An early goal in each half from Jamie Proctor handed the hosts a twogoal cushion, meaning Nathan Tyson’s late strike was mere consolation for Doncaster.
And after beating league leaders Burton Albion on Tuesday, Parkinson was delighted to see his side back that up with another confidence performance.
“I thought the lads were excellent, they played really well,” beamed Parkinson.
“We matched the intensity of Tuesday night, which is not always easy to do.
“I’m disappointed in the last five minutes, I thought we just lost our concentration, and if another goal had gone in we would have had a big debate about it, but we have to learn from that.
“I thought the two goals were two great team goals.

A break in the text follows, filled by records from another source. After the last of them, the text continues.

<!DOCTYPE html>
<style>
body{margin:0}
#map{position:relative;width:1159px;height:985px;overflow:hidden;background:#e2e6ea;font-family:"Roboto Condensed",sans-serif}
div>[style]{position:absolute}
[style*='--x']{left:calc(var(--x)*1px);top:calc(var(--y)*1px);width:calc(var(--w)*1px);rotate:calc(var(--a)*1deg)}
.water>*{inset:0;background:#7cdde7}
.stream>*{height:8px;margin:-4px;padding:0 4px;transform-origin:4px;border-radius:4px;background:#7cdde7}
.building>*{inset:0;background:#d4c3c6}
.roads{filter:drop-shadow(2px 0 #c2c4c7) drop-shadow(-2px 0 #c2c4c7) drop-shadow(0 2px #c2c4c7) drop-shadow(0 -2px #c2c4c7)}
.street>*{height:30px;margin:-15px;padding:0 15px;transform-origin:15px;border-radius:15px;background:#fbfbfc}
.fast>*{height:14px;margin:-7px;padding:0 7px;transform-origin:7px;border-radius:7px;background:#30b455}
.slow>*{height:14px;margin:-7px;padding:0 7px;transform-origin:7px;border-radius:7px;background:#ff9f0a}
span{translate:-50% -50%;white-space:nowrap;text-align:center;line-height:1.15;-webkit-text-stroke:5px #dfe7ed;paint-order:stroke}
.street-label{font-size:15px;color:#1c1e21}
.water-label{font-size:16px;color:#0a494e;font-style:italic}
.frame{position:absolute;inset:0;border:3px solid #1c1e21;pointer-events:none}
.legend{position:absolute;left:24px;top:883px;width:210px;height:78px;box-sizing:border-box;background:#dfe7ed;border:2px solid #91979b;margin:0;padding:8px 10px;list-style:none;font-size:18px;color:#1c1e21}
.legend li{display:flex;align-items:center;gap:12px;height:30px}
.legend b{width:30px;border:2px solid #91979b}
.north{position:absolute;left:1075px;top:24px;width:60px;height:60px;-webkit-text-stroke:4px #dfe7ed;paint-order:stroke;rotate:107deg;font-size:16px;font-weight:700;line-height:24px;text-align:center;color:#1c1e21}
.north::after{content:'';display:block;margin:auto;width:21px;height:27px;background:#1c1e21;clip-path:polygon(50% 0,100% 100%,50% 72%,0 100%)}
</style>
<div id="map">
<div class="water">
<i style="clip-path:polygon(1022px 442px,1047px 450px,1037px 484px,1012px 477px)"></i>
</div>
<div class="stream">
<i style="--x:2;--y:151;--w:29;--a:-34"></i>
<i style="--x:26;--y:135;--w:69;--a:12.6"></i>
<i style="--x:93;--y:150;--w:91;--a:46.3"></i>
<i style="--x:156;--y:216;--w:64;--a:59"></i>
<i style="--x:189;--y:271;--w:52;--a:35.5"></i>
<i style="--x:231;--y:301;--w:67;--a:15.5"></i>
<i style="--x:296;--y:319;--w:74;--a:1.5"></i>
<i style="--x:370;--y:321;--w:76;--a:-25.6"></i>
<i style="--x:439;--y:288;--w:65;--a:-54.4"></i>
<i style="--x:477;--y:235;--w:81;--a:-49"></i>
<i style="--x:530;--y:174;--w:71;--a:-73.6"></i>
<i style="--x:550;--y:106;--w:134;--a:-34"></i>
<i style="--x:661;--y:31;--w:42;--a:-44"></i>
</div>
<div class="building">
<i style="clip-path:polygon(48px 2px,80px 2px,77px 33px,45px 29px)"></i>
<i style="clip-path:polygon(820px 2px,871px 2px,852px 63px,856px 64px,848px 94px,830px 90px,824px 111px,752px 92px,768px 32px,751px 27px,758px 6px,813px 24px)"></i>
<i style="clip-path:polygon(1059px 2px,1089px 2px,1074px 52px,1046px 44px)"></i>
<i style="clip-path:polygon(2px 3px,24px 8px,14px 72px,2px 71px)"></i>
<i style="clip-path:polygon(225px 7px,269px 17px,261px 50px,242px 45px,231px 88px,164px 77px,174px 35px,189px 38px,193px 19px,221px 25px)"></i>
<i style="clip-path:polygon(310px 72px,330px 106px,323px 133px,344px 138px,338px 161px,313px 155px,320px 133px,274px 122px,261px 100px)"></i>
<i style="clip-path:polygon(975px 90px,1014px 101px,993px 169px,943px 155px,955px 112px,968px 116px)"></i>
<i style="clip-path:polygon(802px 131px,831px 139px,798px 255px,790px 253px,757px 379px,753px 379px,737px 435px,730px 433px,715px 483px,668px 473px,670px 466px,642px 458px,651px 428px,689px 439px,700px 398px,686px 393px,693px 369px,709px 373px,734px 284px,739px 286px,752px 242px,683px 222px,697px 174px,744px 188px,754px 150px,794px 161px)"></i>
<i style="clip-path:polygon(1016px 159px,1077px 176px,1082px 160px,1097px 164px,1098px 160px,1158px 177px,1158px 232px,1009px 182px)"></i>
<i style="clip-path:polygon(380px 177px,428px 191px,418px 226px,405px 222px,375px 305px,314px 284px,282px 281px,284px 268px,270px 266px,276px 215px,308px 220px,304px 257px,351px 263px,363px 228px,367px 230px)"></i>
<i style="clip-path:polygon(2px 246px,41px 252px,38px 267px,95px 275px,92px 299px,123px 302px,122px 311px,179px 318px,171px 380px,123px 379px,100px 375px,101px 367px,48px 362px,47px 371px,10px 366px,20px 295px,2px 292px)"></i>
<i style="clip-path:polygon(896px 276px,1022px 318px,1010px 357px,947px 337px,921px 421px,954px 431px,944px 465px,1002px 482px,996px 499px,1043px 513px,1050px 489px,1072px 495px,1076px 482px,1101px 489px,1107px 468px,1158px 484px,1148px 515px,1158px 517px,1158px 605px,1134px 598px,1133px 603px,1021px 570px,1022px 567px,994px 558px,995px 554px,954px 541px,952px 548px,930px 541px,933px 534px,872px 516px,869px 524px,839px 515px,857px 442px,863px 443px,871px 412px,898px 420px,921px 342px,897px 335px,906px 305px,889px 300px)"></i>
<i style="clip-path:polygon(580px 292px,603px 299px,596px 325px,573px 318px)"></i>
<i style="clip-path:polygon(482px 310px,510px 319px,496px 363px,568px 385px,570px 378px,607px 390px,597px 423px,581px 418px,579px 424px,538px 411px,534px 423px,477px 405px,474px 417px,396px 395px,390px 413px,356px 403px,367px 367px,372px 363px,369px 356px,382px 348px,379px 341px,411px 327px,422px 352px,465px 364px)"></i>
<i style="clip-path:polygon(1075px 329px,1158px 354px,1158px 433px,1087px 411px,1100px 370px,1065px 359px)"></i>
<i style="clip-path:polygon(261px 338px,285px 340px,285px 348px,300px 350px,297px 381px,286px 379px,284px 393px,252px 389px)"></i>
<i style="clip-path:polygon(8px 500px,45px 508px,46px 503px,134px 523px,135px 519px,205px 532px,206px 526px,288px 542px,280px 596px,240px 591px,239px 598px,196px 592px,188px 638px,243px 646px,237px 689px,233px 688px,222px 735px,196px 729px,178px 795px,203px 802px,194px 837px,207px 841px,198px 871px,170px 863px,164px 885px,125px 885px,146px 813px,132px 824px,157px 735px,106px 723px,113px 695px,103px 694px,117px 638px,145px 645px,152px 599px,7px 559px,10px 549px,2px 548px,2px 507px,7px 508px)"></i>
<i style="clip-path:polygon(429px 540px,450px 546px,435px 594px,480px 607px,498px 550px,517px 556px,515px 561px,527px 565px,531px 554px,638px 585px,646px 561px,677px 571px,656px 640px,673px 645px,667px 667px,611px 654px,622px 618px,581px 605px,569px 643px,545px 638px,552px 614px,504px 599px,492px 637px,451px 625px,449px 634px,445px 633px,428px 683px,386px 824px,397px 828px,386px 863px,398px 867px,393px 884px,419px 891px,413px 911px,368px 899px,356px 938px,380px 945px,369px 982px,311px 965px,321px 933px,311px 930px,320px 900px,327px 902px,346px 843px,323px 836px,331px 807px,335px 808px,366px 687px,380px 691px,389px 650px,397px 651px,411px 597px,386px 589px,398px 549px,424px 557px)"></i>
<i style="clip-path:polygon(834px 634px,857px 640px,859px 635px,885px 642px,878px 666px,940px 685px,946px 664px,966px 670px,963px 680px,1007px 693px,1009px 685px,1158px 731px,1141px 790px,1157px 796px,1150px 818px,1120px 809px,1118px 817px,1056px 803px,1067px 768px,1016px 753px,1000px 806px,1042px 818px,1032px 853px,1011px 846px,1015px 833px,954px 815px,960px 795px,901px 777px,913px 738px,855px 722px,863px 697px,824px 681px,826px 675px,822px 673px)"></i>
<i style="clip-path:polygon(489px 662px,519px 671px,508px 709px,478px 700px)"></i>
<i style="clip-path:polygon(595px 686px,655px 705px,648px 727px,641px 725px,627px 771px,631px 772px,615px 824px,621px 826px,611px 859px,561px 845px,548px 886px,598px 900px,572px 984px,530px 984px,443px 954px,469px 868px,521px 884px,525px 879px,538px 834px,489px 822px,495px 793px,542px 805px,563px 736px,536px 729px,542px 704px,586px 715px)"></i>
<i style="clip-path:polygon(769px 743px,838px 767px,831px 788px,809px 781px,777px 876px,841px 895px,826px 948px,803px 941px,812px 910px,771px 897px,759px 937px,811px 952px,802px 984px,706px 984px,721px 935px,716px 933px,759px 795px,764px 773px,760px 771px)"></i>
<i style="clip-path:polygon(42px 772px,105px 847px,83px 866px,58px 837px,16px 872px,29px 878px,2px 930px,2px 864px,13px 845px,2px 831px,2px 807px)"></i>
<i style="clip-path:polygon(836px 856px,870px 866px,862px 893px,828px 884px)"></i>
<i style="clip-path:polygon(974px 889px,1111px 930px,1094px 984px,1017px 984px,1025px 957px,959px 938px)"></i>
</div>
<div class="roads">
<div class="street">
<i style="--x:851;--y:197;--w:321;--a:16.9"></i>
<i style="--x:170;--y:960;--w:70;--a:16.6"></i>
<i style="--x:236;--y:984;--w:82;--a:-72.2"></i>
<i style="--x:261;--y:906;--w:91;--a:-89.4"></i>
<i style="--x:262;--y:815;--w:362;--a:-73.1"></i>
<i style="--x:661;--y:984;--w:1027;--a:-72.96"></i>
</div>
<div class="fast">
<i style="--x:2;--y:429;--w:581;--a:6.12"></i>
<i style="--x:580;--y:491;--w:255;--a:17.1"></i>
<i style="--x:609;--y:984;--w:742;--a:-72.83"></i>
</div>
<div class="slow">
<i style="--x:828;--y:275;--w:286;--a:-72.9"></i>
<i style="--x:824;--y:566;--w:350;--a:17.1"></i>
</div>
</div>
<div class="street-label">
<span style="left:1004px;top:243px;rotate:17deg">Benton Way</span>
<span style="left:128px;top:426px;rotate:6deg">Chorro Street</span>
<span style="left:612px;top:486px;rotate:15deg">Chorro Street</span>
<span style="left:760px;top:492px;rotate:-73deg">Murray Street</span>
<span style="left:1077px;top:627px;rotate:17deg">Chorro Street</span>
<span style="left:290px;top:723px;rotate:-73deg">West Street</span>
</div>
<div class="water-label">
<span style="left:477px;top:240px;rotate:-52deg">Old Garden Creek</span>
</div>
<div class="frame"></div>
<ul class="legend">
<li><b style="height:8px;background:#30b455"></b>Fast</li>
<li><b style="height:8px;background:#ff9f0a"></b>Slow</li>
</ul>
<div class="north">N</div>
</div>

“The exchange between Billy Clarke and Proctor for the first, the switch of play and overlap and cross from James Meredith was top class.
“It’s good, good football on a difficult surface.”

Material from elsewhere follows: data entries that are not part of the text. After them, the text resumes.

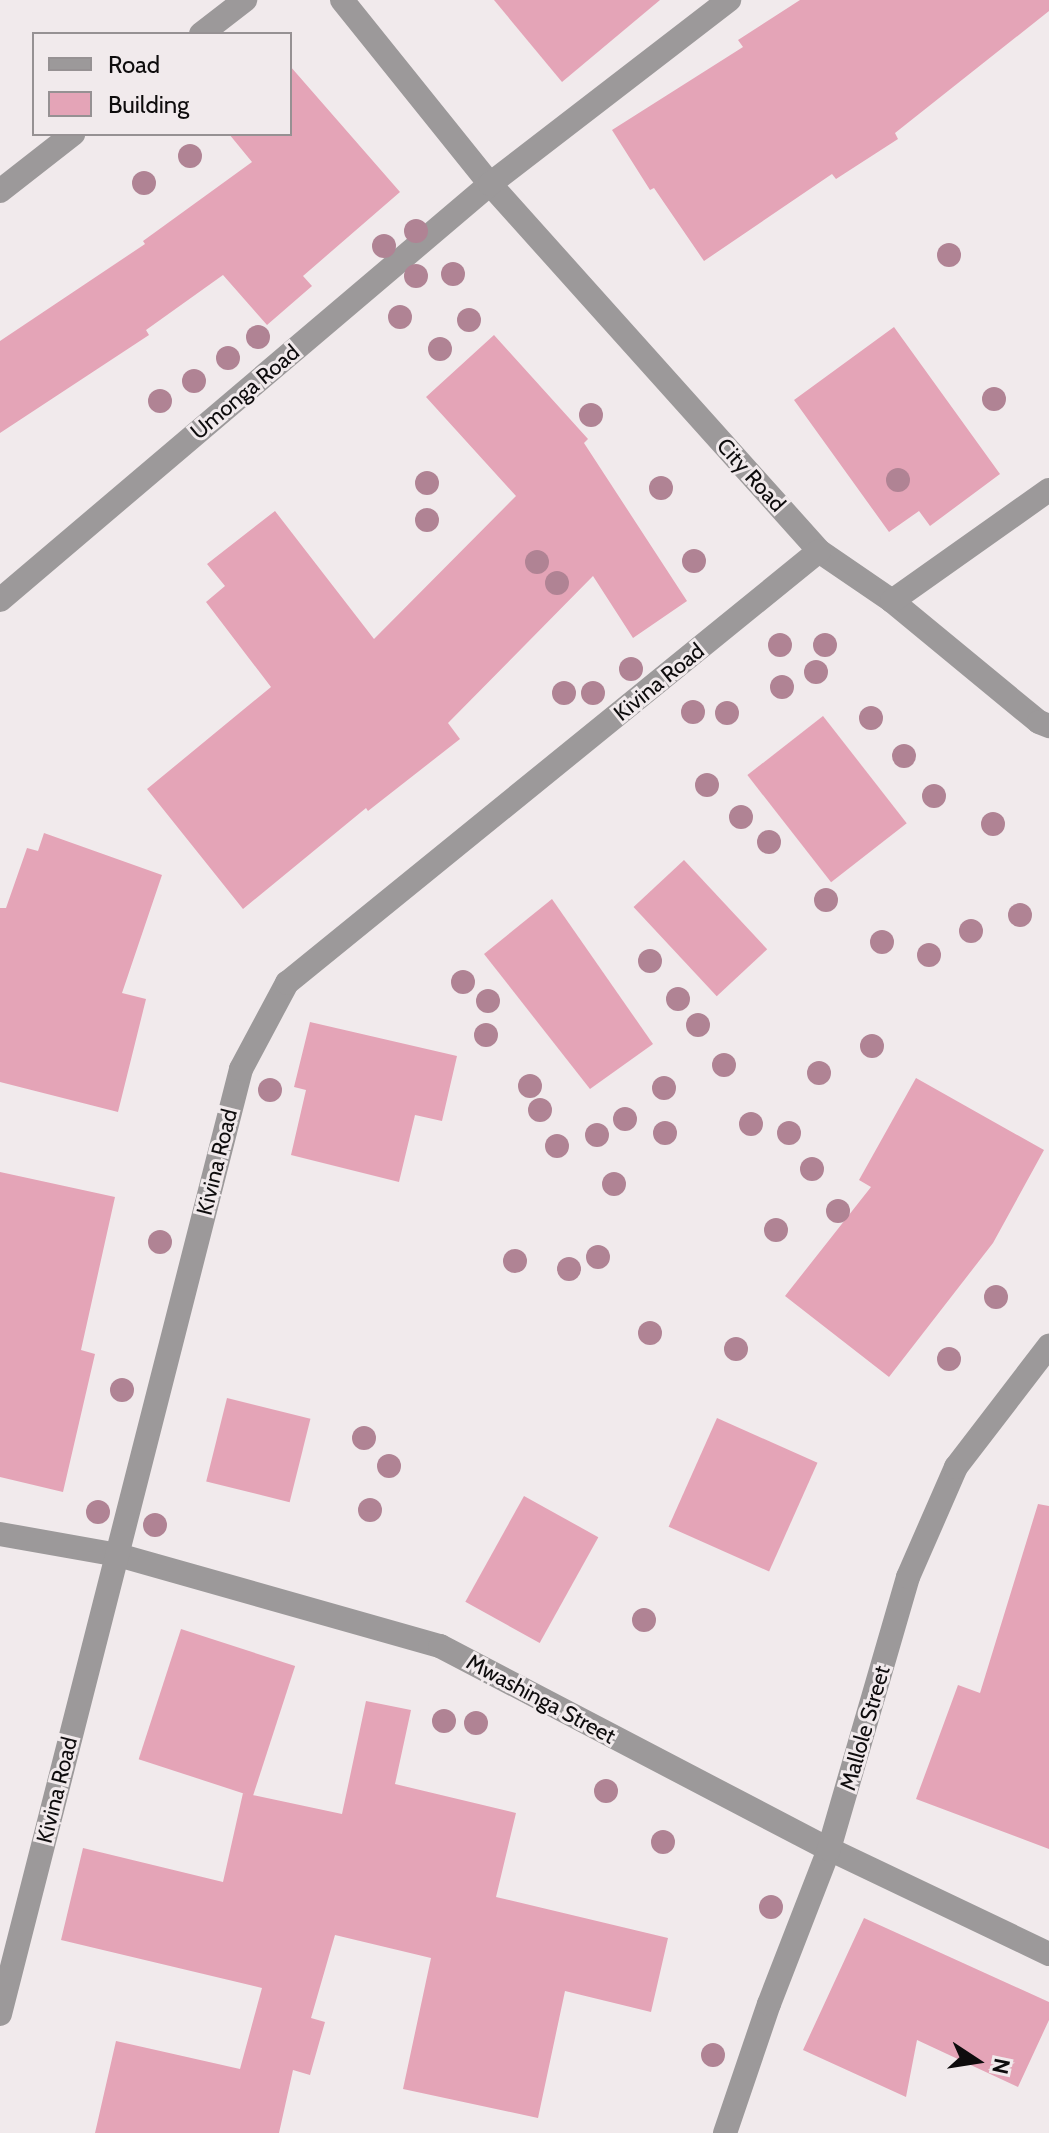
<!DOCTYPE html>
<html>
<head>
<meta charset="utf-8">
<style>
	body { margin:0 }
	#map { position:relative; width:1049px; height:2133px; overflow:hidden; background:#f1eaec; font-family:Cabin,sans-serif }
	div>[style] { position:absolute }
	.building>* { inset:0; background:#e4a4b7; transform-origin:0 0 }
	.street>* { height:24px; margin:-12px; padding:0 12px; transform-origin:12px; border-radius:12px; background:#9c999a }
	.trees>* { width:24px; height:24px; margin:-12px; border-radius:50%; background:#b08394 }
	span { translate:-50% -50%; white-space:nowrap; text-align:center; line-height:1.15; -webkit-text-stroke:6px #f1eaec; paint-order:stroke }
	.street-label { font-size:22px; color:#0e0c0d }
	.legend { position:absolute; left:32px; top:32px; width:260px; height:104px; box-sizing:border-box; background:#f1eaec; border:2px solid #969193; margin:0; padding:10px 14px; list-style:none; font-size:24px; color:#0e0c0d }
	.legend li { display:flex; align-items:center; gap:16px; height:40px }
	.legend b { width:40px; border:2px solid #969193 }
	.north { position:absolute; left:937px; top:2021px; width:80px; height:80px; -webkit-text-stroke:6px #f1eaec; paint-order:stroke; rotate:102deg; font-size:22px; font-weight:700; line-height:32px; text-align:center; color:#0e0c0d }
	.north::after { content:''; display:block; margin:auto; width:28px; height:36px; background:#0e0c0d; clip-path:polygon(50% 0,100% 100%,50% 72%,0 100%) }
</style>
</head>
<body>
<div id="map">
	<div class="building">
		<i style="clip-path:polygon(494px 0,660px 0,562px 82px)"></i>
		<i style="clip-path:polygon(800px 0,1049px 0,1049px 11px,895px 133px,898px 139px,836px 179px,832px 174px,704px 261px,654px 188px,650px 190px,612px 130px,743px 47px,738px 40px)"></i>
		<i style="clip-path:polygon(290px 66px,400px 192px,303px 276px,312px 286px,267px 325px,223px 275px,146px 330px,149px 335px,0 433px,0 341px,145px 244px,143px 241px,252px 162px,229px 134px,290px 134px)"></i>
		<i style="clip-path:polygon(894px 327px,1000px 474px,930px 526px,919px 511px,889px 532px,794px 400px)"></i>
		<i style="clip-path:polygon(494px 335px,588px 439px,584px 443px,687px 601px,633px 638px,593px 576px,448px 723px,460px 739px,368px 811px,366px 808px,243px 909px,147px 789px,271px 687px,206px 602px,225px 586px,207px 564px,275px 511px,374px 639px,516px 496px,426px 397px)"></i>
		<i style="left:823px;top:716px;width:136px;height:96px;rotate:52deg"></i>
		<i style="clip-path:polygon(44px 833px,162px 875px,122px 993px,146px 999px,118px 1112px,0 1082px,0 908px,6px 908px,27px 848px,38px 851px)"></i>
		<i style="left:684px;top:860px;width:122px;height:69px;rotate:47deg"></i>
		<i style="clip-path:polygon(552px 899px,653px 1044px,590px 1089px,484px 954px)"></i>
		<i style="clip-path:polygon(310px 1022px,457px 1056px,442px 1121px,415px 1115px,399px 1182px,291px 1155px,306px 1090px,294px 1087px)"></i>
		<i style="clip-path:polygon(916px 1078px,1044px 1150px,993px 1243px,889px 1377px,785px 1296px,871px 1187px,859px 1180px)"></i>
		<i style="clip-path:polygon(0 1172px,115px 1197px,81px 1350px,95px 1354px,63px 1492px,0 1477px)"></i>
		<i style="left:227px;top:1398px;width:86px;height:86px;rotate:14deg"></i>
		<i style="left:717px;top:1418px;width:110px;height:119px;rotate:24deg"></i>
		<i style="left:524px;top:1496px;width:85px;height:121px;rotate:29deg"></i>
		<i style="clip-path:polygon(1038px 1504px,1049px 1506px,1049px 1849px,916px 1799px,958px 1685px,980px 1693px)"></i>
		<i style="left:181px;top:1629px;width:120px;height:137px;rotate:18deg"></i>
		<i style="clip-path:polygon(366px 1701px,411px 1710px,395px 1784px,516px 1813px,496px 1897px,668px 1938px,651px 2012px,565px 1991px,538px 2118px,403px 2089px,431px 1958px,335px 1935px,311px 2018px,325px 2022px,310px 2075px,293px 2070px,279px 2133px,95px 2133px,116px 2041px,240px 2069px,262px 1988px,61px 1940px,83px 1848px,223px 1882px,243px 1793px,342px 1814px)"></i>
		<i style="clip-path:polygon(864px 1918px,1049px 2002px,1049px 2020px,1018px 2087px,917px 2040px,906px 2097px,803px 2050px)"></i>
	</div>
	<div class="street">
		<i style="left:342px;top:0;width:236px;rotate:51.2deg"></i>
		<i style="left:490px;top:184px;width:493px;rotate:48.1deg"></i>
		<i style="left:819px;top:551px;width:88px;rotate:34.4deg"></i>
		<i style="left:892px;top:601px;width:190px;rotate:39.5deg"></i>
		<i style="left:1039px;top:722px;width:11px;rotate:22deg"></i>
		<i style="left:201px;top:34px;width:56px;rotate:-37.7deg"></i>
		<i style="left:0;top:191px;width:93px;rotate:-38deg"></i>
		<i style="left:0;top:600px;width:643px;rotate:-40.33deg"></i>
		<i style="left:490px;top:184px;width:302px;rotate:-37.6deg"></i>
		<i style="left:892px;top:601px;width:192px;rotate:-35.3deg"></i>
		<i style="left:0;top:1534px;width:120px;rotate:10.1deg"></i>
		<i style="left:118px;top:1555px;width:335px;rotate:15.8deg"></i>
		<i style="left:440px;top:1646px;width:439px;rotate:27.6deg"></i>
		<i style="left:829px;top:1849px;width:244px;rotate:25.5deg"></i>
		<i style="left:0;top:2014px;width:975px;rotate:-75.69deg"></i>
		<i style="left:241px;top:1069px;width:98px;rotate:-61.9deg"></i>
		<i style="left:287px;top:983px;width:685px;rotate:-39.08deg"></i>
		<i style="left:725px;top:2133px;width:136px;rotate:-71.2deg"></i>
		<i style="left:769px;top:2004px;width:166px;rotate:-68.8deg"></i>
		<i style="left:829px;top:1849px;width:283px;rotate:-73.8deg"></i>
		<i style="left:908px;top:1577px;width:120px;rotate:-66.4deg"></i>
		<i style="left:956px;top:1467px;width:153px;rotate:-52.5deg"></i>
	</div>
	<div class="trees">
		<i style="left:190px;top:156px"></i>
		<i style="left:144px;top:183px"></i>
		<i style="left:416px;top:231px"></i>
		<i style="left:384px;top:246px"></i>
		<i style="left:949px;top:255px"></i>
		<i style="left:453px;top:274px"></i>
		<i style="left:416px;top:276px"></i>
		<i style="left:400px;top:317px"></i>
		<i style="left:469px;top:320px"></i>
		<i style="left:258px;top:337px"></i>
		<i style="left:440px;top:349px"></i>
		<i style="left:228px;top:358px"></i>
		<i style="left:194px;top:381px"></i>
		<i style="left:994px;top:399px"></i>
		<i style="left:160px;top:401px"></i>
		<i style="left:591px;top:415px"></i>
		<i style="left:898px;top:480px"></i>
		<i style="left:427px;top:483px"></i>
		<i style="left:661px;top:488px"></i>
		<i style="left:427px;top:520px"></i>
		<i style="left:694px;top:561px"></i>
		<i style="left:537px;top:562px"></i>
		<i style="left:557px;top:583px"></i>
		<i style="left:780px;top:645px"></i>
		<i style="left:825px;top:645px"></i>
		<i style="left:631px;top:669px"></i>
		<i style="left:816px;top:672px"></i>
		<i style="left:782px;top:687px"></i>
		<i style="left:564px;top:693px"></i>
		<i style="left:593px;top:693px"></i>
		<i style="left:693px;top:712px"></i>
		<i style="left:727px;top:713px"></i>
		<i style="left:871px;top:718px"></i>
		<i style="left:904px;top:756px"></i>
		<i style="left:707px;top:785px"></i>
		<i style="left:934px;top:796px"></i>
		<i style="left:741px;top:817px"></i>
		<i style="left:993px;top:824px"></i>
		<i style="left:769px;top:842px"></i>
		<i style="left:826px;top:900px"></i>
		<i style="left:1020px;top:915px"></i>
		<i style="left:971px;top:931px"></i>
		<i style="left:882px;top:942px"></i>
		<i style="left:929px;top:955px"></i>
		<i style="left:650px;top:961px"></i>
		<i style="left:463px;top:982px"></i>
		<i style="left:678px;top:999px"></i>
		<i style="left:488px;top:1001px"></i>
		<i style="left:698px;top:1025px"></i>
		<i style="left:486px;top:1035px"></i>
		<i style="left:872px;top:1046px"></i>
		<i style="left:724px;top:1065px"></i>
		<i style="left:819px;top:1073px"></i>
		<i style="left:530px;top:1086px"></i>
		<i style="left:664px;top:1088px"></i>
		<i style="left:270px;top:1090px"></i>
		<i style="left:540px;top:1110px"></i>
		<i style="left:625px;top:1119px"></i>
		<i style="left:751px;top:1124px"></i>
		<i style="left:665px;top:1133px"></i>
		<i style="left:789px;top:1133px"></i>
		<i style="left:597px;top:1135px"></i>
		<i style="left:557px;top:1146px"></i>
		<i style="left:812px;top:1169px"></i>
		<i style="left:614px;top:1184px"></i>
		<i style="left:838px;top:1211px"></i>
		<i style="left:776px;top:1230px"></i>
		<i style="left:160px;top:1242px"></i>
		<i style="left:598px;top:1257px"></i>
		<i style="left:515px;top:1261px"></i>
		<i style="left:569px;top:1269px"></i>
		<i style="left:996px;top:1297px"></i>
		<i style="left:650px;top:1333px"></i>
		<i style="left:736px;top:1349px"></i>
		<i style="left:949px;top:1359px"></i>
		<i style="left:122px;top:1390px"></i>
		<i style="left:364px;top:1438px"></i>
		<i style="left:389px;top:1466px"></i>
		<i style="left:370px;top:1510px"></i>
		<i style="left:98px;top:1512px"></i>
		<i style="left:155px;top:1525px"></i>
		<i style="left:644px;top:1620px"></i>
		<i style="left:444px;top:1721px"></i>
		<i style="left:476px;top:1723px"></i>
		<i style="left:606px;top:1791px"></i>
		<i style="left:663px;top:1842px"></i>
		<i style="left:771px;top:1907px"></i>
		<i style="left:713px;top:2055px"></i>
	</div>
	<div class="street-label">
		<span style="left:245px;top:392px;rotate:-40deg">Umonga Road</span>
		<span style="left:751px;top:475px;rotate:48deg">City Road</span>
		<span style="left:659px;top:682px;rotate:-39deg">Kivina Road</span>
		<span style="left:217px;top:1162px;rotate:-76deg">Kivina Road</span>
		<span style="left:541px;top:1699px;rotate:28deg">Mwashinga Street</span>
		<span style="left:865px;top:1728px;rotate:-74deg">Mallole Street</span>
		<span style="left:57px;top:1790px;rotate:-76deg">Kivina Road</span>
	</div>
	<ul class="legend">
	<li><b style="height:10px;background:#9c999a"></b>Road</li>
	<li><b style="height:22px;background:#e4a4b7"></b>Building</li>
	</ul>
	<div class="north">N</div>
</div>
</body>
</html>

After a confident and enterprising start, the visitors were dealt a blow after just seven minutes as Proctor found Clarke wide on the right and the striker continued his run to power home his teammate’s delightful back-post cross.
And whatever Doncaster boss Darren Ferguson had to say at half time, it was blown away four minutes after the restart.
Meredith advanced down the left and his tantalising cross was beautifully placed in the far corner by Proctor for his and Bradford’s second of the game.
It’s another demoralising defeat for Rovers, who have now not won in 11 matches. However, Tyson’s 90thminute goal did end a run of 482 minutes without scoring a goal on their travels.
The striker capitalised on a lapse in concentration in the City defence, pouncing to slot a leftfooted strike beyond Ben Williams – although it did little to lift Ferguson’s spirits.
“It’s an absolutely horrendous run we are on,” admitted the Rovers boss.
“The only saving grace is that we are not in the bottom four.
“That is probably the only positive we can take from this.
“The way we are starting games, gifting goals, both halves, that’s five games now that their first shot on goal has been a goal.
“In the past five years 50 points has kept you up. It might go right to the wire, but we are on the worst run out of all the teams in the league.”